(Exercise requirements):
Copy, from the entries below, each line where the word "bottom" can be found.

[Saved entries]
=-=-=-=-=
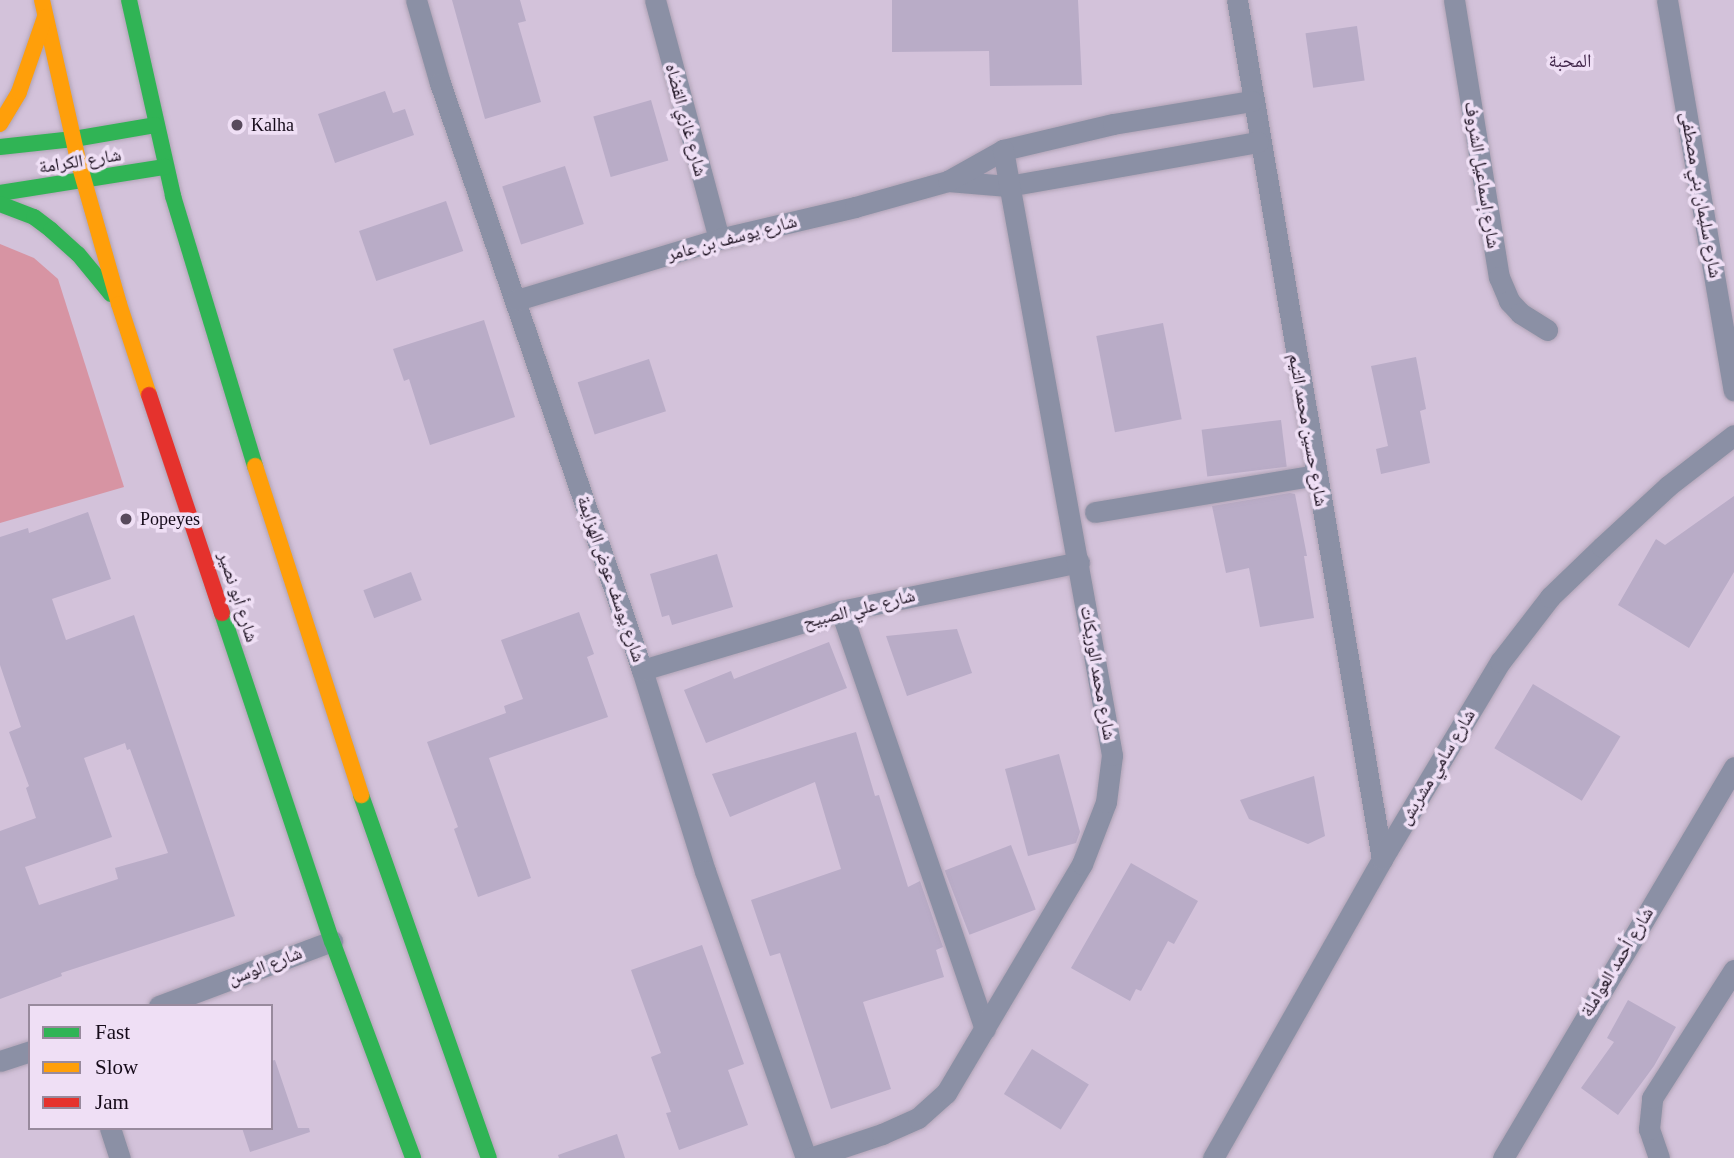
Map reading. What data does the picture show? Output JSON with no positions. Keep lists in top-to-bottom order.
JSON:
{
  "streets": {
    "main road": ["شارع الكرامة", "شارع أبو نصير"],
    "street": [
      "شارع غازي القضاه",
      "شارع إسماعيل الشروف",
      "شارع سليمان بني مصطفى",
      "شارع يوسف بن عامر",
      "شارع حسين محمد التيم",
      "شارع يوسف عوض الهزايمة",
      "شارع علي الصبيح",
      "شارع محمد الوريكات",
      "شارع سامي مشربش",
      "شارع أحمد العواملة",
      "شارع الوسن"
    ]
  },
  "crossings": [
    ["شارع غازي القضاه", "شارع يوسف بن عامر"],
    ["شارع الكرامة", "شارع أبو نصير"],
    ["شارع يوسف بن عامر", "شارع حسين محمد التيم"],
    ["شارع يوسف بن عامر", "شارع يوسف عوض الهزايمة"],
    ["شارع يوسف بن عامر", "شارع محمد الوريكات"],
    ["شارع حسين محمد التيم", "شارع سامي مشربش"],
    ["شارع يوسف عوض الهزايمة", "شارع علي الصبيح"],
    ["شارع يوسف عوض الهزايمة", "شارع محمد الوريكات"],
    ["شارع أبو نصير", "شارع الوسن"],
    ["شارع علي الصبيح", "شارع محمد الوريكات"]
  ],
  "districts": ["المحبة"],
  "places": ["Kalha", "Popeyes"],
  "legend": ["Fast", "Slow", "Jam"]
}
=-=-=-=-=
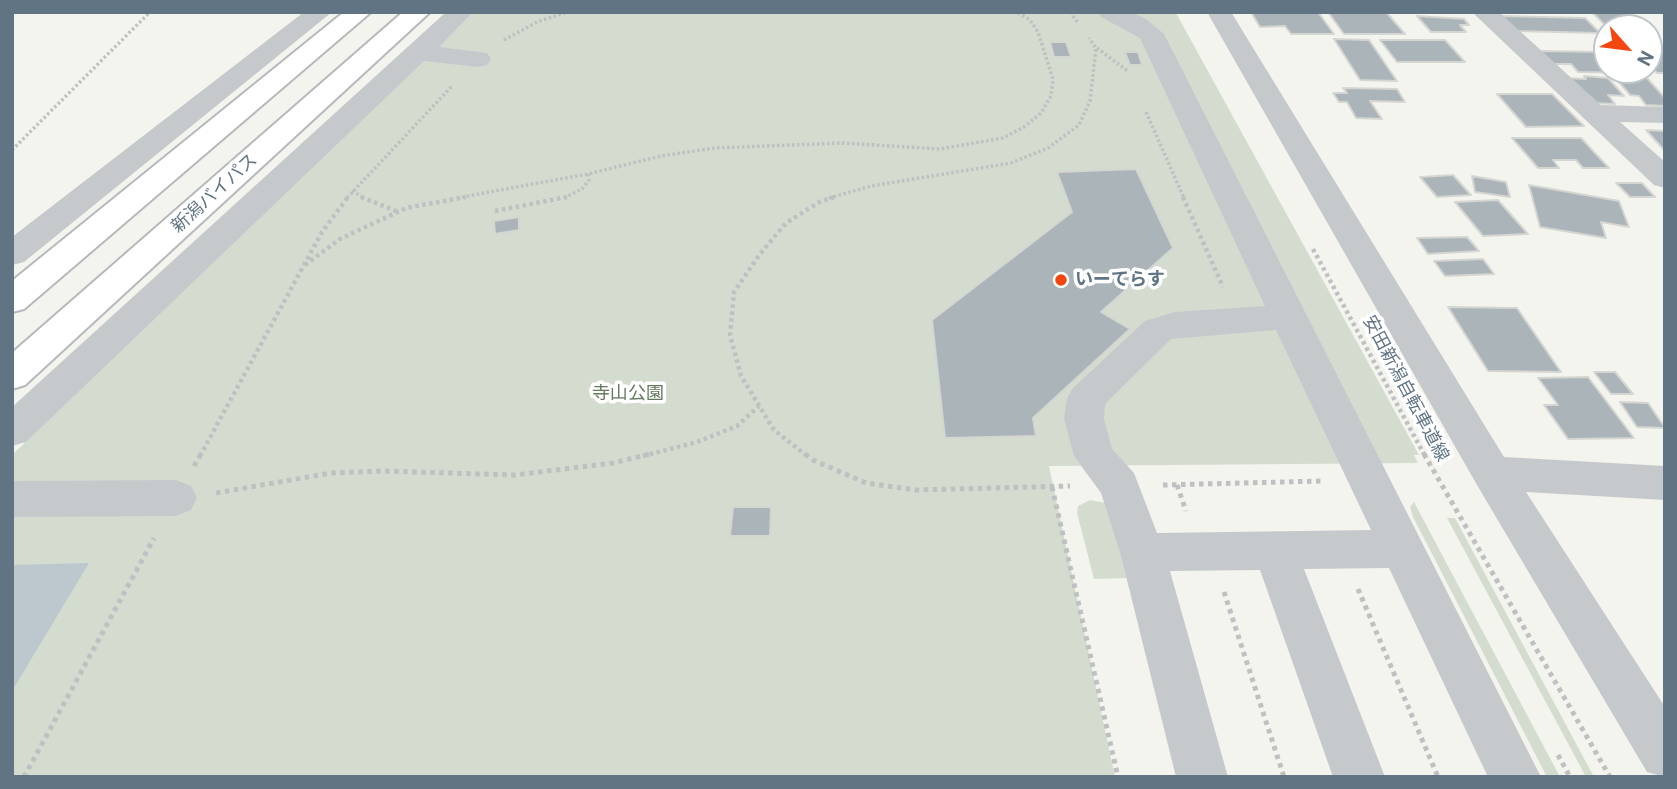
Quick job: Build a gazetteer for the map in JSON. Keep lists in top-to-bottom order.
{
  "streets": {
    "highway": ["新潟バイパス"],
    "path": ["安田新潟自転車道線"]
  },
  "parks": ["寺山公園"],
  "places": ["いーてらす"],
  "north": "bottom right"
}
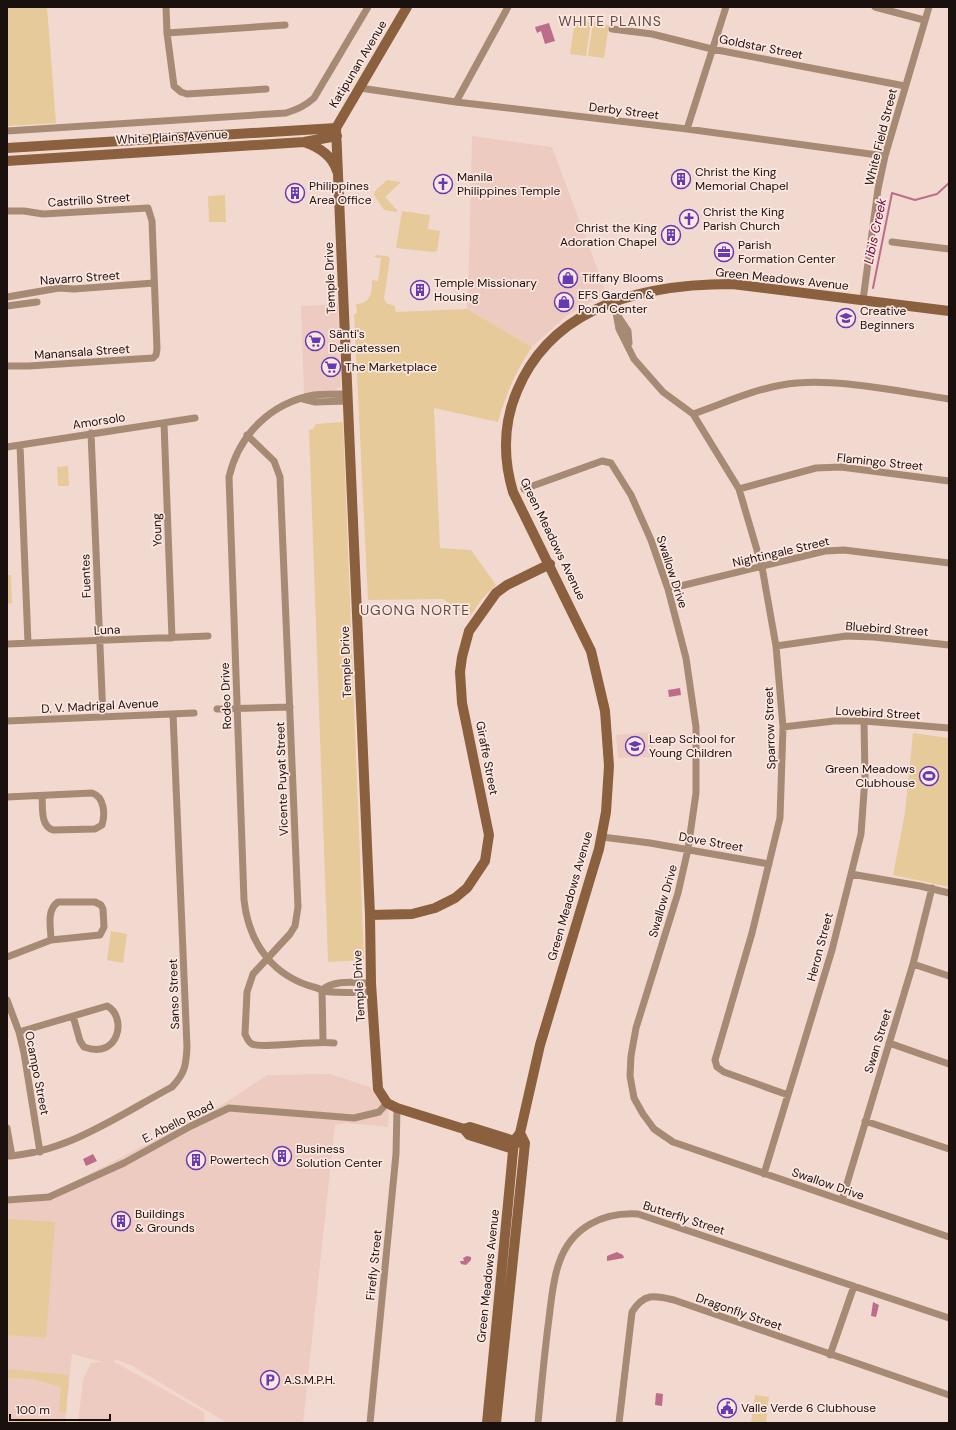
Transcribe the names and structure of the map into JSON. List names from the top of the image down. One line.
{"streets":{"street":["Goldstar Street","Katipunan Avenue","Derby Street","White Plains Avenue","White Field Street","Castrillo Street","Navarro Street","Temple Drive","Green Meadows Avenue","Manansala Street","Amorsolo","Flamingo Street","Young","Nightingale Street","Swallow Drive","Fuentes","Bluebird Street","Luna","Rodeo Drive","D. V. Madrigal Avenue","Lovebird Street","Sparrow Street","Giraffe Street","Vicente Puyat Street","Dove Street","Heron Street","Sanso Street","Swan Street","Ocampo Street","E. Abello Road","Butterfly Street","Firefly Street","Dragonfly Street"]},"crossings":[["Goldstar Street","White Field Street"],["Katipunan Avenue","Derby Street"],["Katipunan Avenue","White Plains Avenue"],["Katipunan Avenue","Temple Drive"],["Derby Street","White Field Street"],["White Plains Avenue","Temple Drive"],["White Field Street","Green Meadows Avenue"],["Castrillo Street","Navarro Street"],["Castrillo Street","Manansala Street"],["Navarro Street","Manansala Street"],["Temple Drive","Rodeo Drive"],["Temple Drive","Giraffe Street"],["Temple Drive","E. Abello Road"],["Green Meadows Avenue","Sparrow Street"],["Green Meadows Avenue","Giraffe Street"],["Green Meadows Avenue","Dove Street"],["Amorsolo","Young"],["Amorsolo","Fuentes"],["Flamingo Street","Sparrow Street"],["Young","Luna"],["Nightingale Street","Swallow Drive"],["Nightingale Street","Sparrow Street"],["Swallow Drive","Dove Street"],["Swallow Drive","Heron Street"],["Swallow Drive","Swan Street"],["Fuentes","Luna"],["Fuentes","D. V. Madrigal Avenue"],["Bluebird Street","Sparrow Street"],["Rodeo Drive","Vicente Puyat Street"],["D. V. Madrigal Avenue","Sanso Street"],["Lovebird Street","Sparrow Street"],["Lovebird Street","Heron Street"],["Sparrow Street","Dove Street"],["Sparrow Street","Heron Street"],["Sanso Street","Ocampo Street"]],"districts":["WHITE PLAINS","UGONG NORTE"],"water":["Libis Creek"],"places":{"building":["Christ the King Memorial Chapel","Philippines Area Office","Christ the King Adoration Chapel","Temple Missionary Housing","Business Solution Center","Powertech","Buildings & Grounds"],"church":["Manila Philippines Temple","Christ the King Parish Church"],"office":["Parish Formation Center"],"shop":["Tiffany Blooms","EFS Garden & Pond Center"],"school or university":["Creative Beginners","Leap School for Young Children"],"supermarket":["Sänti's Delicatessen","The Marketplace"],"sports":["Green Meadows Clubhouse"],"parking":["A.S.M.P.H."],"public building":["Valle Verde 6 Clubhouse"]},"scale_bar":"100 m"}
=-=-=-=-=
(Output of the task):
Map reading. What data does the picture show? Output JSON with no positions. Keep lists in top-to-bottom order.
Quick job: Build a gazetteer for the map in JSON. Keep lists in top-to-bottom order.
  "north": "bottom right"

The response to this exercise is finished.